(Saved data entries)
■ ■ ■ ■ ■ ■ ■
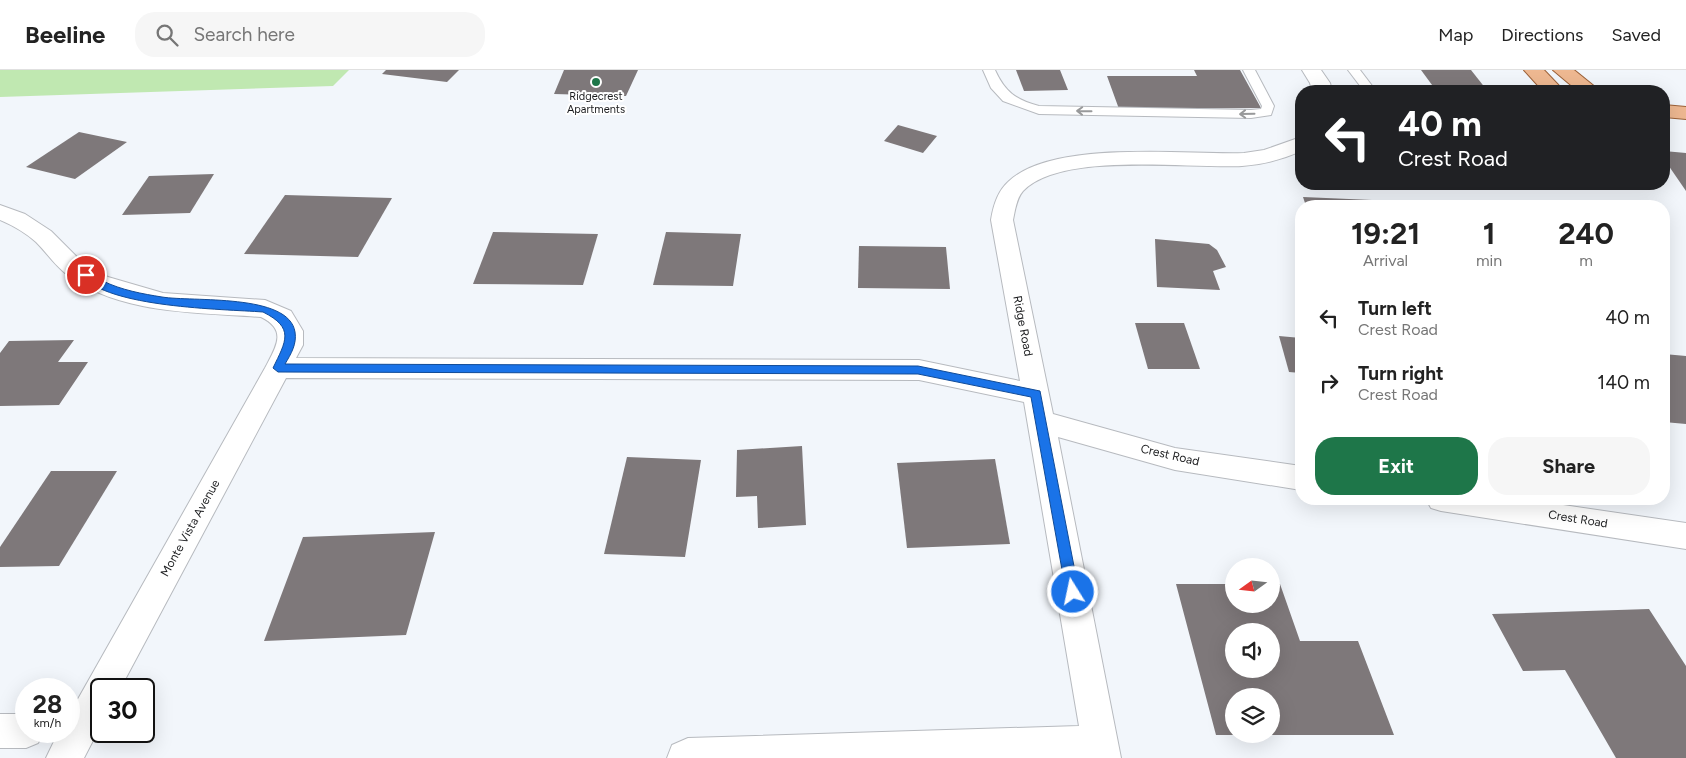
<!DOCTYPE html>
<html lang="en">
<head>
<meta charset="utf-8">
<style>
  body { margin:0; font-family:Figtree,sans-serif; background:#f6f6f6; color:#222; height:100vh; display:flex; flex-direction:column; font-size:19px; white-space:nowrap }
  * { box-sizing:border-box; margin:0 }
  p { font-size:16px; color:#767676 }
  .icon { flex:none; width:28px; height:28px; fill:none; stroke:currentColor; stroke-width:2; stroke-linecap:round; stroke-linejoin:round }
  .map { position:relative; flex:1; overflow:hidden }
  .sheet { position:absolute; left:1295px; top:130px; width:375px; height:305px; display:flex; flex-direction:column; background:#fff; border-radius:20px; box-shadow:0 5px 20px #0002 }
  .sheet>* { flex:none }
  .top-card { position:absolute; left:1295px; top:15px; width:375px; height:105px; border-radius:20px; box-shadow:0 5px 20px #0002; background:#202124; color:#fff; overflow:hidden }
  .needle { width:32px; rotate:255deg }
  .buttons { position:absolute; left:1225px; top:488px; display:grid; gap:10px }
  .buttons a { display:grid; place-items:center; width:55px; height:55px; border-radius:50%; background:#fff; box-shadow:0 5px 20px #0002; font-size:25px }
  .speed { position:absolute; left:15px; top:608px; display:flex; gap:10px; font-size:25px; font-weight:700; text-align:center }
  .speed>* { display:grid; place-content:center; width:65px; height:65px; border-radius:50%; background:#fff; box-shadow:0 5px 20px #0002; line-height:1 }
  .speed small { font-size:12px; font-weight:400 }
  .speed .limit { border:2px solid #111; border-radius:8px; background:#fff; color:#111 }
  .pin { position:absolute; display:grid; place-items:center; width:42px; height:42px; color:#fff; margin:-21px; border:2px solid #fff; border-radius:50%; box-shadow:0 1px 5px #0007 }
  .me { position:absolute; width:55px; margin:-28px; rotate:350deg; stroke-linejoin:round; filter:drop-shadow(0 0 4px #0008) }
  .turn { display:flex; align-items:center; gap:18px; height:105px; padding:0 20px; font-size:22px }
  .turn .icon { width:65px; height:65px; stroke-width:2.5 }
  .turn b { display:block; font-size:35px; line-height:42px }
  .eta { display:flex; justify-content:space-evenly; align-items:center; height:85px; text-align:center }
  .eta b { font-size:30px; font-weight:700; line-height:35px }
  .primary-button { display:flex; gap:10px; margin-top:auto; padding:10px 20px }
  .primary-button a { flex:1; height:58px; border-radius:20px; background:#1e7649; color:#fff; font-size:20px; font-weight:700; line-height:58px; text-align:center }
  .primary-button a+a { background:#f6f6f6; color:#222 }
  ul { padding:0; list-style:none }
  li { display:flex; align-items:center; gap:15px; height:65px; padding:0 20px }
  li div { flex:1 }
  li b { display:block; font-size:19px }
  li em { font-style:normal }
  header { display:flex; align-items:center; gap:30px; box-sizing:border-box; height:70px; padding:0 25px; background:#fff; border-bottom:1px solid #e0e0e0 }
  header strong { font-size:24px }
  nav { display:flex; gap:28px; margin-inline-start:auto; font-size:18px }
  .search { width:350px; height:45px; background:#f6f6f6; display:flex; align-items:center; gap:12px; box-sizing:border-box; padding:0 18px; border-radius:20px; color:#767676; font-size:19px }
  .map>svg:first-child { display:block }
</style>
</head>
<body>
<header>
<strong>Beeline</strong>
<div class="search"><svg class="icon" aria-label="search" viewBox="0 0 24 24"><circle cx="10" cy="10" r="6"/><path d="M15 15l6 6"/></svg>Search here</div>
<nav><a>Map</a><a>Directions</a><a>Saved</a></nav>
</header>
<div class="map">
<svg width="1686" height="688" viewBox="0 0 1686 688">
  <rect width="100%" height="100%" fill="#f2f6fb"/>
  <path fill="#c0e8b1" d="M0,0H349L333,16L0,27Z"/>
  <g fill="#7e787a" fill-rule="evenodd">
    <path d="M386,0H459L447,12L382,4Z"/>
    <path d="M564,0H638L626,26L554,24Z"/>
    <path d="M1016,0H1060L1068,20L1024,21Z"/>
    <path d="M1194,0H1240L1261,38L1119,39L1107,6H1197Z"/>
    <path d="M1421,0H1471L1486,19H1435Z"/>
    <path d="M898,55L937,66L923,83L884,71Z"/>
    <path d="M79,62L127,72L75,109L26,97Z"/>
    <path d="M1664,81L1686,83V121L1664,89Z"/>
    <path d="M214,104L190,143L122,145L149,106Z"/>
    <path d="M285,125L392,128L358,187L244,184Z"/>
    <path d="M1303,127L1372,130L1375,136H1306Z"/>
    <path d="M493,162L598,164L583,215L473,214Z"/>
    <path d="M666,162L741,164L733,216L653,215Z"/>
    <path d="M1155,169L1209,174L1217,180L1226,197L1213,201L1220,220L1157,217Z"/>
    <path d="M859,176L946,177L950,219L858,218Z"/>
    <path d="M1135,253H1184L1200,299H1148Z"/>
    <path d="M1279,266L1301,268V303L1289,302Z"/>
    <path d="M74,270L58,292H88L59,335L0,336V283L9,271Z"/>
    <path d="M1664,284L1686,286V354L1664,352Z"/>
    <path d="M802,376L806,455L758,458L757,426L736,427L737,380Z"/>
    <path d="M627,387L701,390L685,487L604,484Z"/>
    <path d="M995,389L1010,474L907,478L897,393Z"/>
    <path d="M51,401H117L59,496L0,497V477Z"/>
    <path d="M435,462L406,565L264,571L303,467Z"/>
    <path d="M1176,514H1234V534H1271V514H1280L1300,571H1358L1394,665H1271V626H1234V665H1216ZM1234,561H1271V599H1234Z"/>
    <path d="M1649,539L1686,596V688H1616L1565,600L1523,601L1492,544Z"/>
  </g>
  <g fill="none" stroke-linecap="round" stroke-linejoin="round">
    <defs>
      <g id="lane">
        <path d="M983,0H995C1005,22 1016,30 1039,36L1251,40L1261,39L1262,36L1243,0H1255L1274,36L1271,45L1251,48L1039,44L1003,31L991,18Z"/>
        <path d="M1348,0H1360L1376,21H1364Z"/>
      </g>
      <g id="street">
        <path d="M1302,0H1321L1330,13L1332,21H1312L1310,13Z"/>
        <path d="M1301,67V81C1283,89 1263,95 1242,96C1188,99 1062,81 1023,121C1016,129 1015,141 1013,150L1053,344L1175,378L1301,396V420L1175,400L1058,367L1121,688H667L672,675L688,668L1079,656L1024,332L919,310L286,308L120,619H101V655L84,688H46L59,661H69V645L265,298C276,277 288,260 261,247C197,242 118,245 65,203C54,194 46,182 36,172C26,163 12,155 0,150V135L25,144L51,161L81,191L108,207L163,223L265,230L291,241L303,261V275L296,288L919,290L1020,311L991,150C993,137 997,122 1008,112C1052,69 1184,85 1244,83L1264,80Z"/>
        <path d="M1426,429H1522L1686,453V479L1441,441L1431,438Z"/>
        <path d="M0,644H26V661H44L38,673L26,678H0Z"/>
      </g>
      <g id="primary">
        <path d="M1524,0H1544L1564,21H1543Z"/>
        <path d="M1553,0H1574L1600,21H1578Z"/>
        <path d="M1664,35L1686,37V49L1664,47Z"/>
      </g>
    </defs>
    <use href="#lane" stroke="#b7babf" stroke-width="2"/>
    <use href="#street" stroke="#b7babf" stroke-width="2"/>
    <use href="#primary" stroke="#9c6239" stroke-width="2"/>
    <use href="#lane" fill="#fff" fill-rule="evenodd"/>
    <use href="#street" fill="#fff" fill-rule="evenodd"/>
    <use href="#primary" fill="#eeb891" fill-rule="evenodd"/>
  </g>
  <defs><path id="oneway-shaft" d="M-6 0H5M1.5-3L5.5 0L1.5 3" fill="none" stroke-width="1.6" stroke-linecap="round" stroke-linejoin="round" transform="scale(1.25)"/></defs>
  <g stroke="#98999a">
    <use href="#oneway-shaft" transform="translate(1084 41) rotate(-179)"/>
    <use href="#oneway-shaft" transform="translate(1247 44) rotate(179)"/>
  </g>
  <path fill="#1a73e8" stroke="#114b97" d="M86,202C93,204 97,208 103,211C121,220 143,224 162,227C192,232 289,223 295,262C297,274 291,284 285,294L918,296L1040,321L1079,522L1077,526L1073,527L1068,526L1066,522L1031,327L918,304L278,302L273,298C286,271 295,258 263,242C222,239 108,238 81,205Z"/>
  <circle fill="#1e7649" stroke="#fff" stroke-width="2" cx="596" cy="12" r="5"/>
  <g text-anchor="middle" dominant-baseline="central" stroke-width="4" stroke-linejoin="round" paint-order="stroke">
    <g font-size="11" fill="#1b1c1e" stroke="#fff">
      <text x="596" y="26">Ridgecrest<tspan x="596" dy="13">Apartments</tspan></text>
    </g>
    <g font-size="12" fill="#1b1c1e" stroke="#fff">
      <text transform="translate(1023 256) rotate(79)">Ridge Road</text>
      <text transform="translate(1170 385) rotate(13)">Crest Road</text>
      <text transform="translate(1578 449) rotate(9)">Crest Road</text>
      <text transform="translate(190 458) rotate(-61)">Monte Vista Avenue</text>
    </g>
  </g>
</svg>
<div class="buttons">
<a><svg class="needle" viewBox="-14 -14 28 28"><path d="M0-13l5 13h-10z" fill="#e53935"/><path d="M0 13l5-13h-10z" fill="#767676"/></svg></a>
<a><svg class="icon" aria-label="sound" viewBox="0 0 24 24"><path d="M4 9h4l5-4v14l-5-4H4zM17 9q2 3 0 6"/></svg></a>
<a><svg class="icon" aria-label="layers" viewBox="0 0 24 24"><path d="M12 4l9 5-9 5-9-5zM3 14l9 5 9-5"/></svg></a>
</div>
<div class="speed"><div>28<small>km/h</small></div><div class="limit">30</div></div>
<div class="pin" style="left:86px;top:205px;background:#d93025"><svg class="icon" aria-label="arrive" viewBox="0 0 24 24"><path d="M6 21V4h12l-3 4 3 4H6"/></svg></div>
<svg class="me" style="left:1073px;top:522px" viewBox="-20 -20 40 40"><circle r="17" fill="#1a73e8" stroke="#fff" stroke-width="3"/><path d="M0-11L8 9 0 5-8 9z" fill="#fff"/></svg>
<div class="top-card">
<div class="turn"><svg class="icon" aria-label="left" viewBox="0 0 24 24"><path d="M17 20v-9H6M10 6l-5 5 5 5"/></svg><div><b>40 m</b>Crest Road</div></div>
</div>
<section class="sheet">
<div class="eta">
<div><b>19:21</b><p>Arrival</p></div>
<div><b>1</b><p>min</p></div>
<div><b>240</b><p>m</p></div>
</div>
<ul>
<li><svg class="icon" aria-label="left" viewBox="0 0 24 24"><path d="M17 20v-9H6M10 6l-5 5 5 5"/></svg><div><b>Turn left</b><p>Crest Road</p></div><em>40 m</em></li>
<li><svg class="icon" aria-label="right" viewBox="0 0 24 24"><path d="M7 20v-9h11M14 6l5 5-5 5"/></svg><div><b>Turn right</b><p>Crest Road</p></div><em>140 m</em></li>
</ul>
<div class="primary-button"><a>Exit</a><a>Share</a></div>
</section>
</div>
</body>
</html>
■ ■ ■ ■ ■ ■ ■
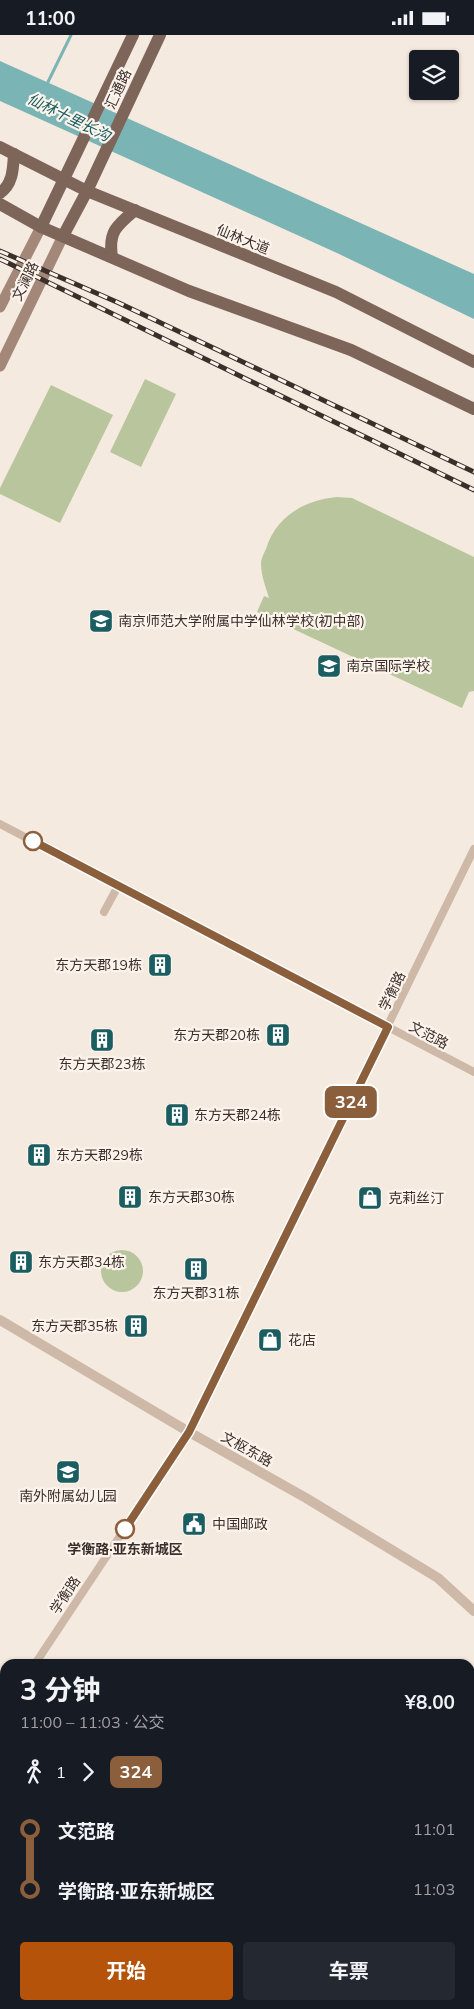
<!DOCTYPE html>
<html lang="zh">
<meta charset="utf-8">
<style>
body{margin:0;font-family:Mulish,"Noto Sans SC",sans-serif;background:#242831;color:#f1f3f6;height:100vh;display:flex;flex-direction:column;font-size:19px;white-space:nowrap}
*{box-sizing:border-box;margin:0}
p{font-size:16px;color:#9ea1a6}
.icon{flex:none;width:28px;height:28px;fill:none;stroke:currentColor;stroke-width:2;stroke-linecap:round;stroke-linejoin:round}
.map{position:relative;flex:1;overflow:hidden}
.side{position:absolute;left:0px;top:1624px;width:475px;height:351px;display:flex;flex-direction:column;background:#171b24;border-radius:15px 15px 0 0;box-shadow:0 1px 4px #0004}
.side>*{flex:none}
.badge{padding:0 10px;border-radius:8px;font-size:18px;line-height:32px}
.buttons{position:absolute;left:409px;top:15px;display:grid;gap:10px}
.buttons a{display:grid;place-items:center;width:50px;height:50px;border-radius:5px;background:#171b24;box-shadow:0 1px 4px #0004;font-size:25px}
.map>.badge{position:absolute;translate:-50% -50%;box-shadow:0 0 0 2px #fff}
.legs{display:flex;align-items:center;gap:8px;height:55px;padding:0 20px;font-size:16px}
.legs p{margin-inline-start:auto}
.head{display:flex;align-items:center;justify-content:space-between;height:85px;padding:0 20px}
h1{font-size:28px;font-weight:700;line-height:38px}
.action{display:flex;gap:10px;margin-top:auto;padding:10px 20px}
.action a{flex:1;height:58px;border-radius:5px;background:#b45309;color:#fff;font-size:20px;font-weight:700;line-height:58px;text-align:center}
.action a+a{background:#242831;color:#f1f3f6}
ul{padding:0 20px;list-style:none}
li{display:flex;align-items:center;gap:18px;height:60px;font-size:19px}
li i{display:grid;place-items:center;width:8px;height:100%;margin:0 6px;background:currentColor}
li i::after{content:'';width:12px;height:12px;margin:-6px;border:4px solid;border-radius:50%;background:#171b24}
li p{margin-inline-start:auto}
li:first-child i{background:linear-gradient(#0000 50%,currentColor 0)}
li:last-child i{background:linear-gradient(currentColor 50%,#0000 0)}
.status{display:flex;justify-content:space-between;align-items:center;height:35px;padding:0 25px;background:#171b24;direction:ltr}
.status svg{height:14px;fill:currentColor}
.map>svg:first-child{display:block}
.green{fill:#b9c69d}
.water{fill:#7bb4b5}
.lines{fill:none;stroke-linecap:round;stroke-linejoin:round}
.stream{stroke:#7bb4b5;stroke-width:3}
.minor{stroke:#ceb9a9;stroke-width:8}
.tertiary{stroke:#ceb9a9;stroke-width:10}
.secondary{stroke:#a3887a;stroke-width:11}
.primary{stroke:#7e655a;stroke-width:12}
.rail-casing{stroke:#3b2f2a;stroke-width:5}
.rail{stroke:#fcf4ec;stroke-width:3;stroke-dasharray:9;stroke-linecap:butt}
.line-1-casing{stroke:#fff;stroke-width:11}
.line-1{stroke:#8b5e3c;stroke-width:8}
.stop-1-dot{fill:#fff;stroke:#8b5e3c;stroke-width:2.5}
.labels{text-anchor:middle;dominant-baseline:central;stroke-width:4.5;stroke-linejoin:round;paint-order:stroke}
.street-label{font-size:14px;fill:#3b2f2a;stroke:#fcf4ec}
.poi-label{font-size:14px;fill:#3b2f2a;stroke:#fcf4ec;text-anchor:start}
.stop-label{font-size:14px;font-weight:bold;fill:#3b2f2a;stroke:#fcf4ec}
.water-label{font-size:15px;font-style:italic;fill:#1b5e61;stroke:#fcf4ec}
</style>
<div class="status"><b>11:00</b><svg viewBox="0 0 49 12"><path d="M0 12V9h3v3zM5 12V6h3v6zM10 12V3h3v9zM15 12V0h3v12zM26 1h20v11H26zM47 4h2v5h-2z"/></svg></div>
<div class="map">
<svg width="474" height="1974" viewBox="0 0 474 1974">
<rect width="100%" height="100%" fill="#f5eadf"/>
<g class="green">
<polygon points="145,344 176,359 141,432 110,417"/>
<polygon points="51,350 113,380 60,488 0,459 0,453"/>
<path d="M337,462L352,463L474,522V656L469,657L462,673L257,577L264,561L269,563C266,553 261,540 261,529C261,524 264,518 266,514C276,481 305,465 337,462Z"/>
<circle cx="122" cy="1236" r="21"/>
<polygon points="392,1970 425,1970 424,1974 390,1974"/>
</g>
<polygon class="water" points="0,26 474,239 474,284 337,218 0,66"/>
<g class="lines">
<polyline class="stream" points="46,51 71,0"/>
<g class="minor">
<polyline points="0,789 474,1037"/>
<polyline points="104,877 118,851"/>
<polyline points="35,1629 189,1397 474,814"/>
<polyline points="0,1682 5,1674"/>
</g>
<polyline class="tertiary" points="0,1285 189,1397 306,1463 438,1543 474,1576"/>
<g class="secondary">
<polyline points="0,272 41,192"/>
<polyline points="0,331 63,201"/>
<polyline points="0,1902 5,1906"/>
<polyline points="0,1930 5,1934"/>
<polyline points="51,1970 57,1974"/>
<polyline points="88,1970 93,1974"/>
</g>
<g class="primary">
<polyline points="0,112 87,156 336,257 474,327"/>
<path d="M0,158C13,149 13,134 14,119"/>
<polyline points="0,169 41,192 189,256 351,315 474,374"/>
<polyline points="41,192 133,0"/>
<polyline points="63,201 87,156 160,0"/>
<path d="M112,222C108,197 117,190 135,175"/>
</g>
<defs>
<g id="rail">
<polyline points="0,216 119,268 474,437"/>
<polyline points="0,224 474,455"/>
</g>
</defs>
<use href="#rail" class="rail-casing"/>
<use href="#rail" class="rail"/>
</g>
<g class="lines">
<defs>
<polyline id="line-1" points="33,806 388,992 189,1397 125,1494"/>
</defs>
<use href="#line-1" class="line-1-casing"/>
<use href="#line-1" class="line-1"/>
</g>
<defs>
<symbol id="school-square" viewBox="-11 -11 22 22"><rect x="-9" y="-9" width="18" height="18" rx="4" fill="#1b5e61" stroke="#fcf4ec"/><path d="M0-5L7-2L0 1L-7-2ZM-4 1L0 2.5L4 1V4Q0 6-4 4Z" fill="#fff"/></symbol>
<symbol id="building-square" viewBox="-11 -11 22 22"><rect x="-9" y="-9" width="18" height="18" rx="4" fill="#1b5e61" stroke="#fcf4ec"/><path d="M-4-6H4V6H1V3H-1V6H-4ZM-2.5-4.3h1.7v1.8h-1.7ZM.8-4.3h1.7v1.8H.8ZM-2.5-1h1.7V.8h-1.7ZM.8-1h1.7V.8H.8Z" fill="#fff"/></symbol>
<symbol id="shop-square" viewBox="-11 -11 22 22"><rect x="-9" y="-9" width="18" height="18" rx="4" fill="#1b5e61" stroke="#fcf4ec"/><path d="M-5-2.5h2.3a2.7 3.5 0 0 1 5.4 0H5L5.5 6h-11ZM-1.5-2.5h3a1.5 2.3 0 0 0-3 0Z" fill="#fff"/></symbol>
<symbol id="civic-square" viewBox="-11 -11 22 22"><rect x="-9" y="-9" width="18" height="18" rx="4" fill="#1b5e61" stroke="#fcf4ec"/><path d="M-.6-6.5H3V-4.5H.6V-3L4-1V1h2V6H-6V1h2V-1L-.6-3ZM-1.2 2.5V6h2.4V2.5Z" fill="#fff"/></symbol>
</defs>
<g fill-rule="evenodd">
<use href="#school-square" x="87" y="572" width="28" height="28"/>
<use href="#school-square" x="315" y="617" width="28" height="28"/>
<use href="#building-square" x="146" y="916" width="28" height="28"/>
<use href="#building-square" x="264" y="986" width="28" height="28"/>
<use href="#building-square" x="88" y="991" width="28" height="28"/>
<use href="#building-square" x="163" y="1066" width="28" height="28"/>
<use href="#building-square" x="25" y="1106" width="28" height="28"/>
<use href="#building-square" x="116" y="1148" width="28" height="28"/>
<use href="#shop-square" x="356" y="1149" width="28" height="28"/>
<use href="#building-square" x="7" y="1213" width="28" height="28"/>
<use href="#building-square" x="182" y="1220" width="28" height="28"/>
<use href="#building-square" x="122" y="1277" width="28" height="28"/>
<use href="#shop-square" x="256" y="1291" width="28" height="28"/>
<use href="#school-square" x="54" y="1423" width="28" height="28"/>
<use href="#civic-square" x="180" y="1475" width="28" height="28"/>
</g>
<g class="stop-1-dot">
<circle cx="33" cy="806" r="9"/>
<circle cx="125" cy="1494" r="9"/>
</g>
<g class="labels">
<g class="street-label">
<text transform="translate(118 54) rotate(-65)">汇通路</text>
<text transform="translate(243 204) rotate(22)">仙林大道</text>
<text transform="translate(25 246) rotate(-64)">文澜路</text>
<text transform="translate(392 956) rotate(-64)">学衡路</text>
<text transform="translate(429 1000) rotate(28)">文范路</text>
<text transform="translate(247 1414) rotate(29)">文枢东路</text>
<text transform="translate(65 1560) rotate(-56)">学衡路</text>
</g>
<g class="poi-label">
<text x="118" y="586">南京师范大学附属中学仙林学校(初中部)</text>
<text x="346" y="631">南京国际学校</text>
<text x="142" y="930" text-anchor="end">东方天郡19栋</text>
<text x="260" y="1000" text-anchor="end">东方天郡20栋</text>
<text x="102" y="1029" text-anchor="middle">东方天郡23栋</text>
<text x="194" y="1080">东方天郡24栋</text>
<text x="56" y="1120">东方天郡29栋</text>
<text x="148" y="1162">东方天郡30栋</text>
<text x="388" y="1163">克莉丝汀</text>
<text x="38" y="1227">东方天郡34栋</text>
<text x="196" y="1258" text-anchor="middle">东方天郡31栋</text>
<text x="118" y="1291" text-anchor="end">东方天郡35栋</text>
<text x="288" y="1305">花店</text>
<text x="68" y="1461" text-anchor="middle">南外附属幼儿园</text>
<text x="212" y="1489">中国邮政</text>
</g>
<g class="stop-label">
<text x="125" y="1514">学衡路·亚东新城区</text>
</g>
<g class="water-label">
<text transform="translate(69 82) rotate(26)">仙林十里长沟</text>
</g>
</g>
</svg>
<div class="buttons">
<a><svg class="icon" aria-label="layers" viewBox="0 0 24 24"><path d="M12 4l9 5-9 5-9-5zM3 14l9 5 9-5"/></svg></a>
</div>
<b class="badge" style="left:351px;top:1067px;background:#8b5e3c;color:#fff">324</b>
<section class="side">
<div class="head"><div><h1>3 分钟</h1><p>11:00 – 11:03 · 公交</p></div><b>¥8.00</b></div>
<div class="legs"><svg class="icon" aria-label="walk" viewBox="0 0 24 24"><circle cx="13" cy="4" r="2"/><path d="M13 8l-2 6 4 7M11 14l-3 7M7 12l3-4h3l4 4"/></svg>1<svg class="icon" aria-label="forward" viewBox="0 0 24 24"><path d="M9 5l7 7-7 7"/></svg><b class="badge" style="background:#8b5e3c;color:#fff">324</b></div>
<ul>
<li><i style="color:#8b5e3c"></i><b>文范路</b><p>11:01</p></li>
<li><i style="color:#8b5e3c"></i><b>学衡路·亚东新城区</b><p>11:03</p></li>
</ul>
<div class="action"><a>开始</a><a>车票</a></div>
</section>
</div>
■ ■ ■ ■ ■ ■ ■
◆ Work item ◆
Among the entries above, how many lines contain the string "small"? Only the number should be given.

◆ Answer to this problem ◆
2